=== Task description ===
Whenever a line in the data contains "function", show that line.

╭──

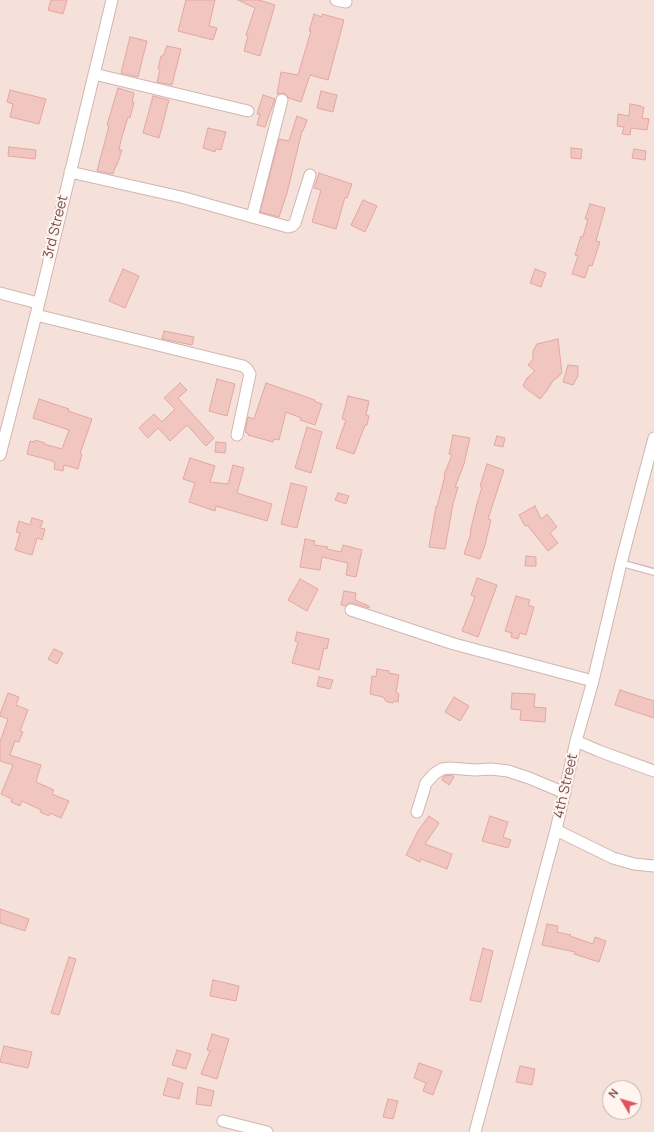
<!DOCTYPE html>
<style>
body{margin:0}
#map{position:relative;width:654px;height:1132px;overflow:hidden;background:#fcefe9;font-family:Manrope,sans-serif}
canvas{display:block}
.north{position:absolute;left:602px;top:1080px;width:40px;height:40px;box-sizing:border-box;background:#fff4ef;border:1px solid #c8b2ae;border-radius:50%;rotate:308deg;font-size:11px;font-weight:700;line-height:16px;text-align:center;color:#764f4d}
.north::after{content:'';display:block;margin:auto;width:14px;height:18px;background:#e2515c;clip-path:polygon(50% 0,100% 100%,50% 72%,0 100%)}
</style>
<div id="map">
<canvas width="654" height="1132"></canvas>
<div class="north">N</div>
</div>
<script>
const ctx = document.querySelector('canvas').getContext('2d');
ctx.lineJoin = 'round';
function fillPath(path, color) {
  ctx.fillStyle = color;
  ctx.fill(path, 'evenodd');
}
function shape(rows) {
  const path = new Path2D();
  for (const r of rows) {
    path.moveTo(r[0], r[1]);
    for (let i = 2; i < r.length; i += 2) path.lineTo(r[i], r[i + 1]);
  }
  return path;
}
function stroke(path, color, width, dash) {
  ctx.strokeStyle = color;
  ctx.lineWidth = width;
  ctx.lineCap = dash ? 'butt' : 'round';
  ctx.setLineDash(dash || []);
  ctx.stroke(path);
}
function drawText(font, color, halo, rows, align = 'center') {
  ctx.font = font + ' Manrope,sans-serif';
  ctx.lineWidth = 4;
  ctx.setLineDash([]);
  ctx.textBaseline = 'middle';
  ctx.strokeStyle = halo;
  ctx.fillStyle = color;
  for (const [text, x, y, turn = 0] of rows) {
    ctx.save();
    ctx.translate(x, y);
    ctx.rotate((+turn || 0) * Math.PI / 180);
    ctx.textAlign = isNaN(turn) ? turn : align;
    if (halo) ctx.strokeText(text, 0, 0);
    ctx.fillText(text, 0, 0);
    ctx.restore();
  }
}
fillPath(shape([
 [0,0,654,0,654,1132,0,1132],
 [610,1088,634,1088,634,1112,610,1112]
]), '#f6e1da');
const building = shape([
 [51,0,67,0,63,14,48,10,51,0],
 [186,0,215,0,209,26,217,28,213,40,178,31,186,0],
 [238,0,259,0,275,5,260,56,244,51,248,36,246,35,255,8,238,0],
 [314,14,322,17,322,14,344,20,328,80,310,75,301,102,289,98,284,93,277,94,281,72,298,75,311,31,309,31,314,14],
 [130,37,147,41,138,77,121,73,130,37],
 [167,46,181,49,172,85,157,82,160,70,158,69,161,56,163,56,167,46],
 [118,88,134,93,132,102,134,102,130,118,128,117,121,140,119,150,122,150,117,165,116,165,113,174,97,171,109,126,107,125,118,88],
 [10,90,46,99,39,124,10,117,13,104,7,102,10,90],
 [321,91,337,95,333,112,317,108,321,91],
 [263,95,275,99,265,127,257,125,260,114,257,114,263,95],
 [153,96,169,100,159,138,143,133,153,96],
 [630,104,641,106,641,107,644,107,642,118,649,119,647,130,631,128,630,135,622,134,624,127,617,126,618,114,629,116,630,104],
 [297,116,307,120,303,131,302,131,287,193,279,217,260,212,279,139,289,141,297,116],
 [208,128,226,132,221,150,216,149,215,152,203,148,208,128],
 [9,147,36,150,35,159,8,156,9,147],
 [571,148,582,149,581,159,571,158,571,148],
 [634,149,646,151,645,160,632,158,634,149],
 [319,173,352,184,347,198,345,197,336,229,312,222,321,190,314,188,319,173],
 [363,200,377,206,365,232,351,225,363,200],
 [590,204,605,208,596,241,600,242,592,266,589,265,585,278,572,274,578,256,575,255,581,236,583,237,588,219,585,219,590,204],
 [123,269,139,276,125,308,109,301,123,269],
 [535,269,546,273,541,287,530,283,535,269],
 [164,331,194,337,192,345,162,339,164,331],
 [558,339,562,373,556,379,554,379,548,389,540,399,523,386,527,378,535,371,528,365,533,359,533,351,537,344,558,339],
 [568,365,578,366,578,376,573,385,563,382,568,365],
 [217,379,235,384,227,416,209,411,217,379],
 [180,383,187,390,178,398,214,438,206,446,187,425,170,441,158,428,148,438,139,428,154,414,162,422,175,409,164,398,180,383],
 [266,383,315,400,314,401,322,404,315,425,300,420,301,418,286,412,279,440,274,439,273,442,248,435,248,433,245,432,248,417,254,419,266,383],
 [348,396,369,401,366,415,369,416,367,425,365,425,354,454,336,448,346,420,342,419,348,396],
 [39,399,69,409,68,411,92,419,80,454,82,454,78,469,64,465,63,471,54,469,55,463,53,462,53,461,27,454,30,441,35,442,35,440,45,443,44,444,62,449,69,430,33,418,39,399],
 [307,427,322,432,311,473,295,468,307,427],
 [453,435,470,438,464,464,455,487,458,487,453,504,445,549,429,547,436,506,437,506,445,476,444,475,452,455,449,454,453,435],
 [497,436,505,438,503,447,494,445,497,436],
 [216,442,226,443,225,453,215,452,216,442],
 [190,458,215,466,210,482,228,484,233,465,244,468,237,493,272,504,267,521,216,506,215,511,189,502,195,483,183,479,190,458],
 [487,464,504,470,488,519,491,520,485,545,480,559,464,554,471,533,470,533,476,507,482,487,480,486,487,464],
 [291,483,307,487,297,528,281,524,291,483],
 [338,493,349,496,346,504,335,500,338,493],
 [535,506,541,519,547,514,557,527,550,533,558,543,548,551,527,525,525,526,519,515,535,506],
 [32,518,43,521,40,528,45,529,42,540,37,538,32,555,15,550,20,533,16,532,19,521,30,525,32,518],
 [305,539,315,541,314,545,328,547,327,549,341,552,343,545,362,550,356,577,346,575,348,563,322,557,320,570,300,567,305,539],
 [526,556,536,557,536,566,525,566,526,556],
 [477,578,497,585,478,637,462,631,475,597,471,595,477,578],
 [300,579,318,589,307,611,288,600,300,579],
 [344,591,356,593,355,600,369,606,369,608,353,603,349,603,346,606,341,605,344,591],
 [516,596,530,600,528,605,534,607,526,635,520,633,518,639,511,637,512,633,505,631,516,596],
 [297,632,329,639,327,649,324,648,319,670,292,663,298,642,295,641,297,632],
 [54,649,63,653,57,664,48,659,54,649],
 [377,669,389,671,389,673,399,675,396,692,399,694,398,702,394,701,393,703,387,702,383,697,370,694,372,676,376,677,377,669],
 [319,677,333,680,330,689,317,686,319,677],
 [620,690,654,701,654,718,615,705,620,690],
 [8,693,19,697,16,705,28,710,20,731,23,732,19,742,15,741,10,755,41,765,36,782,54,790,52,794,69,801,61,818,50,813,49,816,40,812,41,810,22,801,20,806,11,802,12,799,1,794,13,765,0,761,0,742,8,719,0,716,0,714,8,693],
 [512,693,535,694,534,707,546,708,545,722,520,720,521,710,511,709,512,693],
 [454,697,469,706,460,721,445,712,454,697],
 [452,775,454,777,449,785,442,780,444,776,452,775],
 [429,816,439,823,425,844,452,854,447,869,421,859,420,862,406,855,418,831,429,816],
 [490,816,508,822,503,837,511,840,508,848,482,841,490,816],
 [0,909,29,919,25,931,0,923,0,909],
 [547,924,558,926,557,932,571,935,570,936,593,944,595,937,606,941,599,962,574,954,575,952,542,945,547,924],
 [483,948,493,951,481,1002,470,1000,483,948],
 [69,957,76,959,59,1015,51,1013,69,957],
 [213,980,239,986,236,1001,210,996,213,980],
 [212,1034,229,1039,217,1079,201,1074,210,1051,207,1050,212,1034],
 [4,1046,32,1052,28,1068,0,1062,4,1046],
 [177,1050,191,1054,186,1069,172,1065,177,1050],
 [419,1063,442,1071,433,1095,423,1091,426,1083,414,1078,419,1063],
 [520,1066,535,1069,532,1085,516,1082,520,1066],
 [168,1078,183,1083,179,1099,163,1095,168,1078],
 [198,1087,214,1091,211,1106,196,1104,198,1087],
 [388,1099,398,1101,393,1119,383,1117,388,1099]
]);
fillPath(building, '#f1c6c1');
stroke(building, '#e3a7a1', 1);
const service = shape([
 [621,563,654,572]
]);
const minor = shape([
 [336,0,346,2],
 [94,74,248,111],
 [70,172,181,197,288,227,292,226,295,223,310,175],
 [252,217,282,100],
 [0,293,38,303],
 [36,315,243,366,247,369,250,374,237,435],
 [0,455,36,315,112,0],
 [351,610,454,644,593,681],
 [576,741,599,751,654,771],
 [417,812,426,783,434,774,442,769,450,768,475,770,491,769,508,771,529,778,565,793],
 [556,830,613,858,634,864,654,866],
 [223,1121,267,1132],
 [475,1132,556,830,576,741,593,681,621,563,654,438]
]);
stroke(service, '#d0b6b1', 8);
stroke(minor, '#d0b6b1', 13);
stroke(service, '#fff', 5.5);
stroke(minor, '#fff', 11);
drawText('14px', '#764f4d', '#fff4ef', [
 ["3rd Street",56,227,-76],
 ["4th Street",566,786,-77]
]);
</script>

╰──

=== Written solution ===
function fillPath(path, color) {
function shape(rows) {
function stroke(path, color, width, dash) {
function drawText(font, color, halo, rows, align = 'center') {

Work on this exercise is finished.